To that end, here are some tasks to complete:

  • Evaluate the use of autosummary in the Sphinx documentation
  • Create consistent documentation across the classes
  • Create consistent documentation across the algorithms

📚 Documentation preview 📚: https://pyttb--444.org.readthedocs.build/en/444/

@dmdunla dmdunla linked an issue Jul 10, 2025 that may be closed by this pull request
@dmdunla
Copy link
Collaborator Author

dmdunla commented Jul 10, 2025

First attempt at using autosummary ...

Considerations:

  • I followed the pydata.sparse documentation approach to start
    • We can consider others, if desired. This was just one we discussed and is pretty straightforward.
  • For the Reference documentation, I opted to let autosummary create all *.rst stubs for all classes and methods
    • Current: When using class templates (docs/source/_templates/autosummary), there is no customization allowed across classes (e.g., no class name customization, like "Dense Tensor (:class:tensor)"
    • Option: Create class RST files (e.g., tensor.rst) manually for each class and then create the attribute and method stubs using autosummary. Some manual maintenance would then be needed.
  • There are currently a lot of warnings -- we would need to address the path issues.
  • Attributes that are defined in __slots__ are not documented, which creates inconsistency in the Attributes tables.
    • Option: We can define internal attributes in __slots__ (e.g., _data) and then create an associated property (e.g., data) with getter/setter that can be documented. This is one approach that is recommended online.

@tgkolda
Copy link
Collaborator

tgkolda commented Jul 10, 2025

I notice the side menus are missing. I'm also not sure where functions like tenones are documented. Maybe they aren't. They don't seem to be linked. I also don't seem to be able to click through on the functions in the tables to their detailed documentation. I guess it's all there, but it's hard to get to.

@dmdunla
Copy link
Collaborator Author

dmdunla commented Jul 10, 2025

It seems like something is different on RTD. Locally, the nav bar (toctree) is available. Just not online. I'll work to fix that.

@dmdunla
Copy link
Collaborator Author

dmdunla commented Jul 10, 2025

Getting closer on the docs with the nav bar (toctree) being populated now. But there are still warnings in doc generation and all of the method documentation is still appearing in the class documentation (as opposed to just the autosummaries).

@dmdunla
Copy link
Collaborator Author

dmdunla commented Jul 10, 2025

One other issue is that the autosummary tables for methods do not pick up the special members, so dunder methods will not appear in the table.

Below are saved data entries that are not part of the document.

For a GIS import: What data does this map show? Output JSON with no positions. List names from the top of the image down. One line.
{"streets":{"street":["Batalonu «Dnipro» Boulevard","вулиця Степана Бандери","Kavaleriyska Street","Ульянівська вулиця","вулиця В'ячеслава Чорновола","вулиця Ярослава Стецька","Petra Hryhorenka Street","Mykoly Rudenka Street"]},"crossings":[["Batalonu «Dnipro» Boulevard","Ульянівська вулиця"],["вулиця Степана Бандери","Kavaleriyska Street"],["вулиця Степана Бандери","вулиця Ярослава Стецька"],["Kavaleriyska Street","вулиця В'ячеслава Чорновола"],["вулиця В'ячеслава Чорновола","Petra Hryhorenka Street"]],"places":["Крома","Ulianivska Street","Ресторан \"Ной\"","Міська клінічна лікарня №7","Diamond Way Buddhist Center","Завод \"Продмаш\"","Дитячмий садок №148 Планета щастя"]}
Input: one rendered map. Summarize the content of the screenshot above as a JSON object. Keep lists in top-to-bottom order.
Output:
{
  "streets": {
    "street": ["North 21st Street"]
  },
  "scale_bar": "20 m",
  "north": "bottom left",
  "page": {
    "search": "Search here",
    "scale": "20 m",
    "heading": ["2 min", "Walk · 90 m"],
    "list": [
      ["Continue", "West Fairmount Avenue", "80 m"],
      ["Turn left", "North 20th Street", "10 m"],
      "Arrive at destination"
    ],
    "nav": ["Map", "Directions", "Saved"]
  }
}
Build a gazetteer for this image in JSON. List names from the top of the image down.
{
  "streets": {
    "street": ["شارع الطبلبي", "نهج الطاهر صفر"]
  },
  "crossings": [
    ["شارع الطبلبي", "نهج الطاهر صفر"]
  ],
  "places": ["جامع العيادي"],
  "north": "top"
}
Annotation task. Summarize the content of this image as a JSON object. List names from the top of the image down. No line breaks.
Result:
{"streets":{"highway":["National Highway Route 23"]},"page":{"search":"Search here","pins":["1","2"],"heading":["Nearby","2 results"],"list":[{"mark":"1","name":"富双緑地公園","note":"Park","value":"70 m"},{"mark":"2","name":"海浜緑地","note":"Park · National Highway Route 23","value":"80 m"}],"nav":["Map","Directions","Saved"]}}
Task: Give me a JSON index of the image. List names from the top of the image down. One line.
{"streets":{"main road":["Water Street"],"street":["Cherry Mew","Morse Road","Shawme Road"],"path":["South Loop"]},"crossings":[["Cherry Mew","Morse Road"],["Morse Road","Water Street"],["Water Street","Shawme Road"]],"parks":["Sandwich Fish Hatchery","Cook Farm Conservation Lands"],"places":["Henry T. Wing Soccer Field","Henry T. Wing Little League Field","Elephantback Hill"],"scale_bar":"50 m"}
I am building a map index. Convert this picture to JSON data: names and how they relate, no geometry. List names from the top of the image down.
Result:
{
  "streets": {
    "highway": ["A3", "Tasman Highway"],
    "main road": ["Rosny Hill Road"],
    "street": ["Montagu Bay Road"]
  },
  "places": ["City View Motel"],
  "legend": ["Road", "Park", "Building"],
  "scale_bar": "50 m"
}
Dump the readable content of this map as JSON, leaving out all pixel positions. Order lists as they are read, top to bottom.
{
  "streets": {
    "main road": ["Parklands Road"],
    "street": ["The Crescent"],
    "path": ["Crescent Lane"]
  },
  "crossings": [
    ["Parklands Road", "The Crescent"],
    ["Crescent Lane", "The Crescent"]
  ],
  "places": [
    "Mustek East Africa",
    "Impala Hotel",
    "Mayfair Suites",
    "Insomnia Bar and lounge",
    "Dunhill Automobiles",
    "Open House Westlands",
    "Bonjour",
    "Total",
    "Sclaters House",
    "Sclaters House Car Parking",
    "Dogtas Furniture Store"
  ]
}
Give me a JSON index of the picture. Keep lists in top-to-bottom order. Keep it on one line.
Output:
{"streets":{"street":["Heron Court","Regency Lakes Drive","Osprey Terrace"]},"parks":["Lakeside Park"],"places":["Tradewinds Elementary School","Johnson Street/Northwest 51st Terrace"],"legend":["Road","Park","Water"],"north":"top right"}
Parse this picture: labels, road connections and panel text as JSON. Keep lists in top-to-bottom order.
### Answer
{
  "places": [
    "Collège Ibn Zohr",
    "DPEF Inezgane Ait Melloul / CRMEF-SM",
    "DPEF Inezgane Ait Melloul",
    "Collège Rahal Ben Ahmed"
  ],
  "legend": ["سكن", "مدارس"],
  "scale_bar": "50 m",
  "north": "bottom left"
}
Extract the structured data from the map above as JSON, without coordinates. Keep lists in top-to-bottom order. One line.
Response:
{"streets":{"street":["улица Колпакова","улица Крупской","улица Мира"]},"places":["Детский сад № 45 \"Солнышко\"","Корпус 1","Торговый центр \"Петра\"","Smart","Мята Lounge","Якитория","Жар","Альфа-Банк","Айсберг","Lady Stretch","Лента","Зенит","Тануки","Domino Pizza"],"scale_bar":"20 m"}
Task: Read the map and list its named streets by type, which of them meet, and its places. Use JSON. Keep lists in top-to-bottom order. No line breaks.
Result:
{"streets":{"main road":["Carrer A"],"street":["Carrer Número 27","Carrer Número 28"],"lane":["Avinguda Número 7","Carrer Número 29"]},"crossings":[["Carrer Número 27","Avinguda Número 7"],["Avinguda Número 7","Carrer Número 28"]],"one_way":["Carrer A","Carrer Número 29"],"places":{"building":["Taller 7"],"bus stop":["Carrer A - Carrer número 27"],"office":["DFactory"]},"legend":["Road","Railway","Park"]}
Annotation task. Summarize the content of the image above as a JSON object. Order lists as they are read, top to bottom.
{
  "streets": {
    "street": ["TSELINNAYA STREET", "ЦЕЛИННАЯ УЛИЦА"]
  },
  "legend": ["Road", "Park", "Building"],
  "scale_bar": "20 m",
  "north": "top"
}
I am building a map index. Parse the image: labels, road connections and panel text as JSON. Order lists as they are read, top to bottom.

@dmdunla dmdunla requested review from ntjohnson1 and tgkolda July 10, 2025 22:45
@dmdunla
Copy link
Collaborator Author

dmdunla commented Jul 10, 2025

In Reference in the docs, just look at pyttb.tensor for now, as that is the main class I've been working on with the switch to autosummary.

@ntjohnson1
Copy link
Collaborator

My primary concern is on the level of upkeep. I'm fine on whatever aesthetics people agree on as long as there is some semi-automated way to enforce it.

For upkeep this looks great. If we wanted to go one level deeper (specify an initial page for each class so we can get the nested methods), that is where I had an issue with our file/class naming indirection issues.

I generated a tensor.rst to mirror https://github.com/pydata/sparse/blob/0.15.1/docs/generated/sparse.COO.rst and couldn't figure out how to convince autosummary to parse the class vs the module.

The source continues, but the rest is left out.